Liu Vincent X, Fielding-Singh Vikram, Greene John D, Baker Jennifer M, Iwashyna Theodore J, Bhattacharya Jay, Escobar Gabriel J
1 Kaiser Permanente Division of Research, Oakland, California.
2 Department of Anesthesia and Perioperative Care, University of California San Francisco, San Francisco, California.
Am J Respir Crit Care Med. 2017 Oct 1;196(7):856-863. doi: 10.1164/rccm.201609-1848OC.
Prior sepsis studies evaluating antibiotic timing have shown mixed results.
To evaluate the association between antibiotic timing and mortality among patients with sepsis receiving antibiotics within 6 hours of emergency department registration.

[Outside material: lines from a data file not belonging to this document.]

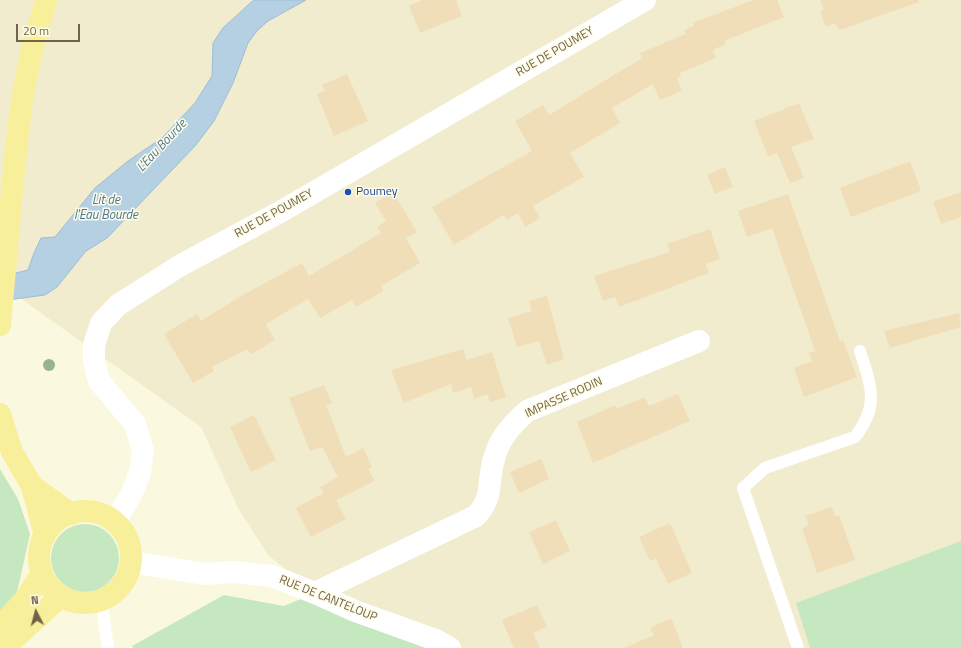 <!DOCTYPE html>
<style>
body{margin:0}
#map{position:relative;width:961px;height:648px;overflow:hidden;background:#fbf8e0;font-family:"Titillium Web",sans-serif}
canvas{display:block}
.north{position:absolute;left:16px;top:592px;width:40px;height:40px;-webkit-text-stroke:3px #fefce6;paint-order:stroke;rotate:354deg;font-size:11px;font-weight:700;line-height:16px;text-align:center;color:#716248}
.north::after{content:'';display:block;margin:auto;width:14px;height:18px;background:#716248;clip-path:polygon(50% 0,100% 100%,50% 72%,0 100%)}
.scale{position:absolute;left:16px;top:24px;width:64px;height:18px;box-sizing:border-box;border:2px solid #716248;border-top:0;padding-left:5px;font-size:12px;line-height:14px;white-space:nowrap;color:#716248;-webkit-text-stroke:3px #fefce6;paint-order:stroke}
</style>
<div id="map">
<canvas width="961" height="648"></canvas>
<div class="north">N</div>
<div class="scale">20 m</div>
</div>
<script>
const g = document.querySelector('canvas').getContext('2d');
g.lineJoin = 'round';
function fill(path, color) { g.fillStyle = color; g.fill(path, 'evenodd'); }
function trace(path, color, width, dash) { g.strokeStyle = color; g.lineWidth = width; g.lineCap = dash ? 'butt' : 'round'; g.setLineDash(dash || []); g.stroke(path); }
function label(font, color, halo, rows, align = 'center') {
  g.font = font + ' "Titillium Web",sans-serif'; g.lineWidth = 3; g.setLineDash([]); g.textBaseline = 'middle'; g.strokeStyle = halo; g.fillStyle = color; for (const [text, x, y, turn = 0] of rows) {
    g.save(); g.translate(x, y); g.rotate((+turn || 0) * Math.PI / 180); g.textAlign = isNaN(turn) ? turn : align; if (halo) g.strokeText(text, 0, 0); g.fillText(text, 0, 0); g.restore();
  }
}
fill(new Path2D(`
 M0 0H961V648H450L315 593 268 555 238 508 201 427 0 284Z`), '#f2eccf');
fill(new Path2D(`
 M0 469 18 499 30 534 16 597 0 614Z
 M51 558a34 34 0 1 1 68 0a34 34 0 1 1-68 0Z
 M961 541V648H810L796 603Z
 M315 593 450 648H133L132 646 224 595 284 606Z`), '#c5e8c0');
const water = new Path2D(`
 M254 0H306L268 21 257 31 248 43 233 83 214 121 195 146 107 238 86 251 57 287 45 295 0 301V277L28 270 34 253 41 238 55 237 95 188 128 161 162 138 195 103 212 76 213 43 223 28Z`);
fill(water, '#b6d0e3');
trace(water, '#9cbdd5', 1);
fill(new Path2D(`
 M423 0H456L462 16 420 33 409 6Z
 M753 0H777L784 17 724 41 726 44 713 50 716 58 680 73 681 76 677 78 682 91 660 100 653 84 612 108 620 123 570 153 584 177 533 206 540 218 525 227 518 213 507 220 504 215 454 245 432 207 532 151 515 121 543 105 549 115 642 58 640 53 686 34 684 30 694 26 693 23Z
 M820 0H918L919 2 840 30 835 23 826 27 820 11 824 9Z
 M347 74 368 121 334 136 317 94 325 91 322 85Z
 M799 103 814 139 791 147 804 178 790 183 777 153 768 156 754 121Z
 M910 161 921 191 851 217 840 188Z
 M725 167 733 187 715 194 707 175Z
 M393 192 417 232 406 238 420 263 381 286 383 291 356 307 352 300 320 318 308 299 266 324 275 340 251 354 247 349 212 367 214 371 193 383 164 334 197 314 201 321 243 295 302 263 309 276 381 233 377 227 386 221 375 203Z
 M961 192V217L941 224 933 202Z
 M788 194 840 341 843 340 857 377 804 397 794 368 812 361 809 353 815 351 772 228 747 237 738 211Z
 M710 229 720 259 706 264 709 273 619 307 615 297 603 301 594 276 670 252 667 244Z
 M547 296 564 359 547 365 539 341 517 347 508 318 532 311 529 301Z
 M959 313 961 327 890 348 884 331Z
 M463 349 467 360 492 352 506 397 490 402 487 394 474 399 471 387 453 393 451 384 404 403 391 370Z
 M324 385 332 403 326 405 346 457 363 448 372 467 368 469 375 481 336 500 346 519 311 537 296 508 324 493 320 487 338 477 322 447 310 451 289 398Z
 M678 394 690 421 593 463 577 422 615 405 617 409 645 397 649 406Z
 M254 415 276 460 251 472 230 427Z
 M541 459 549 479 519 493 510 472Z
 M832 507 835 516 839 515 855 560 817 573 802 528 809 525 805 516Z
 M556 520 570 551 543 564 529 532Z
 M670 523 692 573 668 584 656 559 650 561 639 537Z
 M537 605 547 627 533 633 540 648H514L502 620Z
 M671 618 683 648H624L654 635 650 628Z`), '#f0deb9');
trace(new Path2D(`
 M101 600 108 648
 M798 648 743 488 765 468 855 437C880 405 871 386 860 351`), '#fff', 12);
trace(new Path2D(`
 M315 593 476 516C494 497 487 482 494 459 499 438 512 425 527 411L699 341`), '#fff', 22);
trace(new Path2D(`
 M115 522 132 493 140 472 143 451 135 424 99 381 94 361V345L101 323 118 305 181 265 280 212 645 0
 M131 562 205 574 233 572 272 576 315 593 355 611 436 640 450 648`), '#fff', 22);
trace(new Path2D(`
 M0 325C4 280 8 236 12 191 18 126 24 62 47 0
 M0 414 12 452 32 486 45 536
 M32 486 71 514
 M39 557a46 46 0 1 1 92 0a46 46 0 1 1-92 0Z
 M0 627 26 598 42 573
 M4 648 61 596`), '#f8ef9a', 22);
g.fillStyle = '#97b48a';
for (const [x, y] of [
 [49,365]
]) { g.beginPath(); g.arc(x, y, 6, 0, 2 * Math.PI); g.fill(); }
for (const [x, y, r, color] of [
 [348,192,4,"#1a4fb4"]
]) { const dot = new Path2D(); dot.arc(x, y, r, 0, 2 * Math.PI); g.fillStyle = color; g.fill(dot); trace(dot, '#fefce6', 1.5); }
label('12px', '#716248', '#fefce6', [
 ["RUE DE POUMEY",555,52,-30],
 ["RUE DE POUMEY",274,214,-29],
 ["IMPASSE RODIN",564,398,-24],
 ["RUE DE CANTELOUP",328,599,22]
]);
label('12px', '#164399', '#fefce6', [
 ["Poumey",356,192]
], 'left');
label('italic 13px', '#4c7798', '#fefce6', [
 ["L'Eau Bourde",162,146,-47],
 ["Lit de",106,201],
 ["l'Eau Bourde",106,216]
]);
</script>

Retrospective study of 35,000 randomly selected inpatients with sepsis treated at 21 emergency departments between 2010 and 2013 in Northern California. The primary exposure was antibiotics given within 6 hours of emergency department registration. The primary outcome was adjusted in-hospital mortality. We used detailed physiologic data to quantify severity of illness within 1 hour of registration and logistic regression to estimate the odds of hospital mortality based on antibiotic timing and patient factors.

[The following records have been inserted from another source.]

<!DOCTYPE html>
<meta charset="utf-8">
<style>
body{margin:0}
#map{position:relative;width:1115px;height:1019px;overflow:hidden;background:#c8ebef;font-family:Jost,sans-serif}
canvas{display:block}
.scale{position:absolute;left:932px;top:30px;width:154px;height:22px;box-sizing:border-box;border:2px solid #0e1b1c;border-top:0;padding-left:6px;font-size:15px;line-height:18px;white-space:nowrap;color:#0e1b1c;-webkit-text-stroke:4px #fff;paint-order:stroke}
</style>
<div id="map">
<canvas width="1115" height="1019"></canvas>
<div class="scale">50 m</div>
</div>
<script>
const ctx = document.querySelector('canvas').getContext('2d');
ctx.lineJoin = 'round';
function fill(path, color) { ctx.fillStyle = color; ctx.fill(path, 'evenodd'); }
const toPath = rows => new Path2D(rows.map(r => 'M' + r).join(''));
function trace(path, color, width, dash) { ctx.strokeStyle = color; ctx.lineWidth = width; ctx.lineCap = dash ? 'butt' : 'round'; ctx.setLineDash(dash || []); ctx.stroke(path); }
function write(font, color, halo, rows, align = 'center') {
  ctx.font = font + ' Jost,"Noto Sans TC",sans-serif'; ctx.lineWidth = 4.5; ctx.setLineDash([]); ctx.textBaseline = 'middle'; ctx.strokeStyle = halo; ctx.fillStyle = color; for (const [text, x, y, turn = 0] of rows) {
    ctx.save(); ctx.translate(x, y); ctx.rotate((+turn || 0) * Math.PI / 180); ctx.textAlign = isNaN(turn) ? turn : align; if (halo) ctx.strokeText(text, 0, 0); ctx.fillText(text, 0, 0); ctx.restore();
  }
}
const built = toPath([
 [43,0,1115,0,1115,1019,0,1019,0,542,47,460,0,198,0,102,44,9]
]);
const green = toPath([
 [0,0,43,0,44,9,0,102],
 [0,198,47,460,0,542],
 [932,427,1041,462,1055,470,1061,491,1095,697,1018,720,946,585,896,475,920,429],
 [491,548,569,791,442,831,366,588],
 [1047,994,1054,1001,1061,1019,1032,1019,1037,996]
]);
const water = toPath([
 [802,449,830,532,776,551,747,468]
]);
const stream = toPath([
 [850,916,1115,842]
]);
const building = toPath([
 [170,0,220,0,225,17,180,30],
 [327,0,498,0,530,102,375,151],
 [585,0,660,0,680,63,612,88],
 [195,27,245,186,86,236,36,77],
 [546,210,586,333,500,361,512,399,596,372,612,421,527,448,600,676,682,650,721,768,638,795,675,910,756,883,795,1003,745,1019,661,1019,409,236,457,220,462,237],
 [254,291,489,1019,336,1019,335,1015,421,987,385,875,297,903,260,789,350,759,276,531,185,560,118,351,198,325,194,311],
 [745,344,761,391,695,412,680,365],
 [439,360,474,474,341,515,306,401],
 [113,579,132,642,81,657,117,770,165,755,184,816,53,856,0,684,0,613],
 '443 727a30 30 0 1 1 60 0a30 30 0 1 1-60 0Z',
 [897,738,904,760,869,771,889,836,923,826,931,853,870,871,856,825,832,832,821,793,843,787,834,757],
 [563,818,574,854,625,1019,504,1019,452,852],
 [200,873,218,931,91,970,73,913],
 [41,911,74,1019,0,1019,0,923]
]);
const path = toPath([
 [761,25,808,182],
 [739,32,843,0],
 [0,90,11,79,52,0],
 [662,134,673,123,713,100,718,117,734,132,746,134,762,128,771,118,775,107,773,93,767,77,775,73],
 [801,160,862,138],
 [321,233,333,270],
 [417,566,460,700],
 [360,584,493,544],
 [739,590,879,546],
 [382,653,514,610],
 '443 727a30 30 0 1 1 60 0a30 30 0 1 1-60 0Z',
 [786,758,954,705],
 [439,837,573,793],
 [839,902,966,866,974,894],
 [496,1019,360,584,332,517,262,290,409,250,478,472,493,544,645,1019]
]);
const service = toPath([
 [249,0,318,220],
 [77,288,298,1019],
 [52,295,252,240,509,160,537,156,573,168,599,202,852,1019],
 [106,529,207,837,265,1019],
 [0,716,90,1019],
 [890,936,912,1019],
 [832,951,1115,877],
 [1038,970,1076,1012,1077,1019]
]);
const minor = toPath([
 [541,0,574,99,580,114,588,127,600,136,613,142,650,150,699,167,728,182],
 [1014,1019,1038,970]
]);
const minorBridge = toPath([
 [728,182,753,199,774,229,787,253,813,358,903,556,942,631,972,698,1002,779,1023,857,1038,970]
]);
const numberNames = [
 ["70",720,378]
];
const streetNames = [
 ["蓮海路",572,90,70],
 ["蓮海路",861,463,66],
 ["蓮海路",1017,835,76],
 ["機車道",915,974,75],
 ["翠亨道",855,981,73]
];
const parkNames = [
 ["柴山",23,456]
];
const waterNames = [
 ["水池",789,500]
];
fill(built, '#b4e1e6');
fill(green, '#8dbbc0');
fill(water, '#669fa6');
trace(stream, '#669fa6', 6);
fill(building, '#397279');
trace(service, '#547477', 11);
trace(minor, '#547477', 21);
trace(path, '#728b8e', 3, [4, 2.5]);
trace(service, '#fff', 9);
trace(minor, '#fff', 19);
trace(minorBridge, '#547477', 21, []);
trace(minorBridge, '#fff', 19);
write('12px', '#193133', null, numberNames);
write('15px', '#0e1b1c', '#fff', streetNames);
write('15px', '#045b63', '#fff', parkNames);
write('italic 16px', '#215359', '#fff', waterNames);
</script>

The median time to antibiotic administration was 2.1 hours (interquartile range, 1.4-3.1 h). The adjusted odds ratio for hospital mortality based on each hour of delay in antibiotics after registration was 1.09 (95% confidence interval [CI], 1.05-1.13) for each elapsed hour between registration and antibiotic administration. The increase in absolute mortality associated with an hour's delay in antibiotic administration was 0.3% (95% CI, 0.01-0.6%; P = 0.04) for sepsis, 0.4% (95% CI, 0.1-0.8%; P = 0.02) for severe sepsis, and 1.8% (95% CI, 0.8-3.0%; P = 0.001) for shock.

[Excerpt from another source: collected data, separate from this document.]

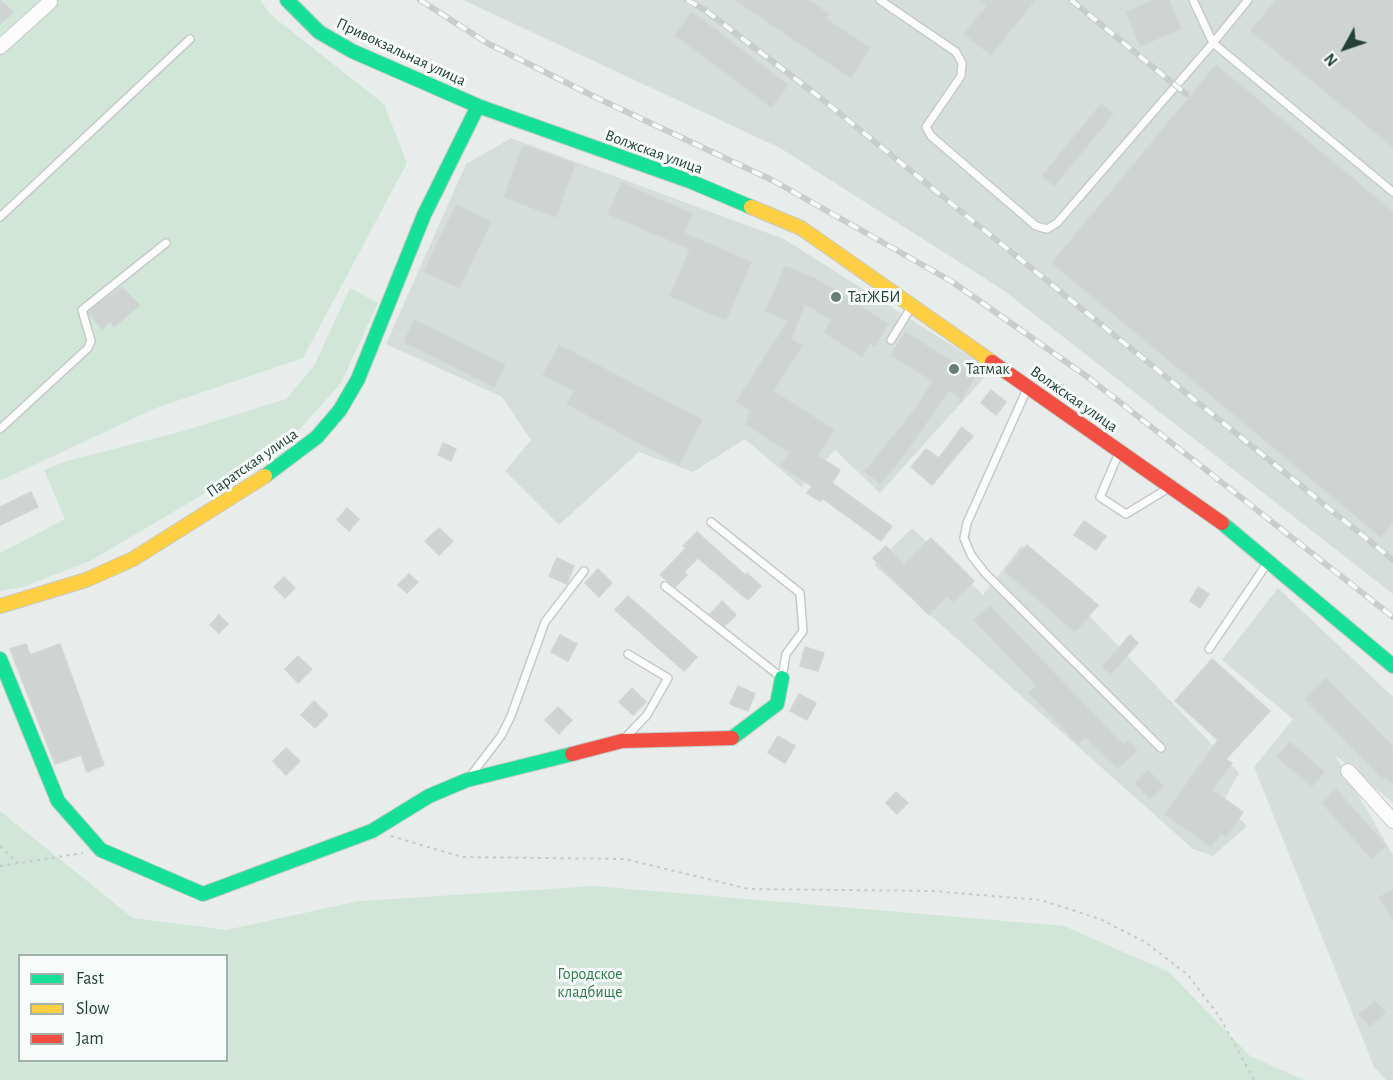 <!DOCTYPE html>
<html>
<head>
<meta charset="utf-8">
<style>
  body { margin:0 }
  #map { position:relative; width:1393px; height:1080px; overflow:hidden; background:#e8edeb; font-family:"Alegreya Sans",sans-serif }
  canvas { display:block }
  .legend { position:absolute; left:18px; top:954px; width:210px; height:108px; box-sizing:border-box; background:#f7fbf9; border:2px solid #a3b1ad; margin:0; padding:8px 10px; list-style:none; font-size:18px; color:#24423a }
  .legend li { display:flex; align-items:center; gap:12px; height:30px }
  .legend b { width:30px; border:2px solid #a3b1ad }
  .north { position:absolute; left:1315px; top:18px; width:60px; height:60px; -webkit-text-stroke:4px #f7fbf9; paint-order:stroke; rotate:230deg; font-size:16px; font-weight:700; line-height:24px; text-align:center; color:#24423a }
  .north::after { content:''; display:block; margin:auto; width:21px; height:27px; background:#24423a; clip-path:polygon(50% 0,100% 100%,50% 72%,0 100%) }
</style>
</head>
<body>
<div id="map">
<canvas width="1393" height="1080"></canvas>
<ul class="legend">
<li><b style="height:8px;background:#16e098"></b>Fast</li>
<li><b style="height:8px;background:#ffcf43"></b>Slow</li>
<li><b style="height:8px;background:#f24e42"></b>Jam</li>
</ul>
<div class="north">N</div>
</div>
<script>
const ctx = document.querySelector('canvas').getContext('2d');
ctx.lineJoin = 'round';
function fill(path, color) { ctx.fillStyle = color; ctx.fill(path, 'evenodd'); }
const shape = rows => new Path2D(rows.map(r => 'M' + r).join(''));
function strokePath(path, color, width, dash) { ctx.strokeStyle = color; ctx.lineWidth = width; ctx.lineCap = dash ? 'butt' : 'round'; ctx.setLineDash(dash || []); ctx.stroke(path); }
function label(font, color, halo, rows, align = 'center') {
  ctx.font = font + ' "Alegreya Sans",sans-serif'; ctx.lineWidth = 6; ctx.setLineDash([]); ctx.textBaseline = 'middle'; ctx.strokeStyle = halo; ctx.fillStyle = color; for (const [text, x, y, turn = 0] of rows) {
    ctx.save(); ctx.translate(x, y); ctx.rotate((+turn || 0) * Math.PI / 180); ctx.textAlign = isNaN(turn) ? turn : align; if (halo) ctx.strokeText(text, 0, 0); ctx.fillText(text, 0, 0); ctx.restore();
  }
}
const built = shape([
  [463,0,1393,0,1393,594,1003,290,780,148],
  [511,138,784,239,991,370,880,493,835,450,801,487,745,439,693,472,639,452,559,525,505,471,531,440,502,397,386,344,466,164],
  [912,528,983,595,1022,545,1239,773,1223,802,1247,826,1213,856,1193,849,874,565],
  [1278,588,1393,697,1393,803,1335,755,1393,855,1393,1080,1386,1080,1374,1067,1254,767,1293,719,1222,660]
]);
const green = shape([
  [0,0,260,0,271,15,384,104,407,163,303,358,156,408,0,481],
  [350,288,378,303,341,383,300,429,197,498,90,561,23,587,0,591,0,553,65,519,44,470,67,461,183,431,286,399,314,366],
  [0,811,133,918,226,930,359,901,595,886,1064,926,1169,972,1250,1056,1304,1080,0,1080],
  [20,956,226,956,226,1060,20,1060]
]);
const building = shape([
  [0,0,13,12,0,24,0,0],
  [735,0,808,0,829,14,826,19,870,48,851,78,735,0],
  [979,0,1035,0,991,55,964,34,987,6,979,0],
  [1154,0,1169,0,1181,29,1140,46,1126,12,1154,0],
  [1276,0,1393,0,1393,147,1251,31,1276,0],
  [692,12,788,85,771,107,675,35,692,12],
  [1216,65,1393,212,1393,522,1381,537,1052,263,1216,65],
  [1101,104,1113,114,1054,186,1042,176,1101,104],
  [523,145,575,164,556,217,504,197,523,145],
  [622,183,692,214,684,233,751,262,726,320,670,296,690,249,608,214,622,183],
  [456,205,491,222,459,288,424,271,456,205],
  [785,266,816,279,888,324,875,346,870,343,862,357,824,332,832,320,805,304,791,339,802,346,773,391,834,430,817,456,840,470,832,483,892,526,881,541,822,498,820,501,807,493,812,486,781,466,790,453,746,424,750,410,736,402,788,321,766,311,785,266],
  [122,287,140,305,114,327,110,322,102,329,88,312,122,287],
  [414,320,505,365,494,387,404,342,414,320],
  [905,332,975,376,960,402,960,397,949,390,901,459,880,484,865,471,914,411,933,381,891,355,905,332],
  [559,345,702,420,679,464,567,404,574,391,543,375,559,345],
  [991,390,1006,402,996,415,981,403,991,390],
  [962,427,973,436,932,485,911,467,926,449,939,458,962,427],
  [443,443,456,449,451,461,438,455,443,443],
  [31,492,38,507,0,525,0,507,31,492],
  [347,508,359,519,349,531,337,520,347,508],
  [1084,521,1106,536,1096,550,1074,535,1084,521],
  [439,528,453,541,439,555,425,541,439,528],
  [697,532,745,575,747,573,761,586,748,600,698,558,684,572,687,575,675,587,660,575,686,548,683,546,697,532],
  [931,538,974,581,953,602,947,596,929,615,873,558,886,546,904,565,931,538],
  [1027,545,1098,605,1075,632,1005,571,1027,545],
  [557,558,574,566,567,584,549,576,557,558],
  [598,569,612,583,599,597,585,583,598,569],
  [409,574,418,582,407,593,398,585,409,574],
  [284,577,295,588,285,598,274,587,284,577],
  [1198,587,1209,594,1200,608,1190,601,1198,587],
  [628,596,697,657,684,671,615,610,628,596],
  [722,601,736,615,725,626,710,614,722,601],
  [990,606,1123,745,1128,741,1137,750,1118,768,1085,737,1078,744,1029,693,1037,686,974,620,990,606],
  [219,615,228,624,219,633,210,625,219,615],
  [560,635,577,644,568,661,551,652,560,635],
  [1130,635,1138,643,1111,674,1102,667,1130,635],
  [26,644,30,655,60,644,104,765,87,772,81,755,55,764,10,649,26,644],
  [805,647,824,653,818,671,800,666,805,647],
  [298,656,312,669,298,683,285,669,298,656],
  [1212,659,1270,711,1226,759,1232,763,1212,790,1243,812,1226,837,1221,833,1211,847,1165,814,1218,740,1175,701,1212,659],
  [1326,678,1393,747,1393,784,1385,777,1383,779,1305,699,1326,678],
  [738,686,755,694,748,711,730,704,738,686],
  [632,688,646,702,633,715,619,702,632,688],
  [799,694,816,703,807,720,790,711,799,694],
  [314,701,328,715,315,728,301,715,314,701],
  [558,707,572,720,559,734,545,720,558,707],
  [778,736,795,746,785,763,768,753,778,736],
  [1290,742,1324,772,1312,786,1277,757,1290,742],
  [286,748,300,761,286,775,273,761,286,748],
  [1148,770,1163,786,1150,799,1135,783,1148,770],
  [1336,789,1386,846,1371,858,1322,803,1336,789],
  [896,792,908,803,897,814,886,803,896,792],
  [1393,889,1393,919,1379,898,1393,889],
  [1375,1001,1386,1013,1370,1026,1359,1014,1375,1001]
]);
const path = shape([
  [391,836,462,857,625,859,749,889,933,891,1041,900,1100,919,1145,942,1188,975,1219,1016,1254,1080],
  [0,846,18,863],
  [0,866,83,853]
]);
const lane = shape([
  [880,0,956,52,962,63,961,76,926,127,931,136,1036,226,1047,229,1057,223,1213,43,1193,0],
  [1248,0,1213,43,1393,192],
  [0,217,190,39],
  [891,340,910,309],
  [1027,389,967,523,964,538,971,555,985,573,1161,748],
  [0,429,88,348,91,341,82,310,166,243],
  [1119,453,1100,497,1126,514,1167,489],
  [665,586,782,678,786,654,803,631,800,593,711,522],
  [1209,649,1268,562],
  [625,738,647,715,668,678,628,654],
  [472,774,501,736,511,716,545,622,584,571]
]);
const street = shape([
  [0,47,50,2],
  [1348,771,1393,821]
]);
const fast = shape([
  [287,0,319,32,352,51,478,106,692,182,751,207],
  [265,476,317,437,340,410,358,379,424,215,478,106],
  [1222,523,1393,666],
  [0,659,58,801,101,850,203,894,372,831,429,796,467,780,572,754],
  [732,738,777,704,782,678]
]);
const slow = shape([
  [751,207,801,228,992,362],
  [0,606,86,580,133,559,265,476]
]);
const jam = shape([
  [992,362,1222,523],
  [572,754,622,741,732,738]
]);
const rail = shape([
  [420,0,487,43,595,97,774,181,951,281,1089,378,1393,617],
  [687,0,705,10,818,96,1393,560],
  [1071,0,1186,94]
]);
const markers = [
  [836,297,6,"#697e78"],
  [954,369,6,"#697e78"]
];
const streetNames = [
  ["Привокзальная улица",401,52,25],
  ["Волжская улица",654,152,20],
  ["Волжская улица",1074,399,35],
  ["Паратская улица",252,463,-35]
];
const poiNames = [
  ["ТатЖБИ",848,297],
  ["Татмак",966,369]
];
const parkNames = [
  ["Городское",590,974],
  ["кладбище",590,992]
];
fill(built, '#d6dedb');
fill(green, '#d1e6d8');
fill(building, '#cfd4d2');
strokePath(building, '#d1d6d4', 1.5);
strokePath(lane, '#c5cac8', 10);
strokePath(street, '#c5cac8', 16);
strokePath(fast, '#c3cbc8', 16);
strokePath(slow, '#c3cbc8', 16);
strokePath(jam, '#c3cbc8', 16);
strokePath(path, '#c3ccca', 2, [3, 4.5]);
strokePath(lane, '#fcfcfc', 7);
strokePath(street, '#fcfcfc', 14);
strokePath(fast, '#16e098', 14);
strokePath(slow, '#ffcf43', 14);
strokePath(jam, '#f24e42', 14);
strokePath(rail, '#c9cdcc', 6);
strokePath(rail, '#f7fbf9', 4, [11]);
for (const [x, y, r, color] of markers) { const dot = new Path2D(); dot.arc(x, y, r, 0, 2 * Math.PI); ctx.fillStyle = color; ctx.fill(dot); strokePath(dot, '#f7fbf9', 2); }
label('16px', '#24423a', '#f7fbf9', streetNames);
label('16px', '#24423a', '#f7fbf9', poiNames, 'left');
label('16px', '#2d7a4b', '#f7fbf9', parkNames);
</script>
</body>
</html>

In a large, contemporary, and multicenter sample of patients with sepsis in the emergency department, hourly delays in antibiotic administration were associated with increased odds of hospital mortality even among patients who received antibiotics within 6 hours. The odds increased within each sepsis severity strata, and the increased odds of mortality were greatest in septic shock.
先前评估抗生素使用时机的脓毒症研究结果不一。
评估在急诊科登记后6小时内接受抗生素治疗的脓毒症患者中,抗生素使用时机与死亡率之间的关联。
对2010年至2013年期间在北加利福尼亚州21个急诊科接受治疗的35000例随机选择的脓毒症住院患者进行回顾性研究。主要暴露因素是在急诊科登记后6小时内给予抗生素。主要结局是校正后的院内死亡率。我们使用详细的生理数据在登记后1小时内量化疾病严重程度,并使用逻辑回归根据抗生素使用时机和患者因素估计医院死亡率的几率。
抗生素给药的中位时间为2.1小时(四分位间距,1.4 - 3.1小时)。登记后抗生素每延迟1小时,校正后的院内死亡率比值比为1.09(95%置信区间[CI],1.05 - 1.13),即登记与抗生素给药之间每经过1小时。抗生素给药延迟1小时,脓毒症患者的绝对死亡率增加0.3%(95%CI,0.01 - 0.6%;P = 0.04),严重脓毒症患者增加0.4%(95%CI,0.1 - 0.8%;P = 0.02),休克患者增加1.8%(95%CI,0.8 - 3.0%;P = 0.001)。
在一个大型、当代且多中心的急诊科脓毒症患者样本中,即使在6小时内接受抗生素治疗的患者中,抗生素给药每延迟1小时,医院死亡率的几率也会增加。在每个脓毒症严重程度分层中几率均增加,且在感染性休克中死亡率增加的几率最大。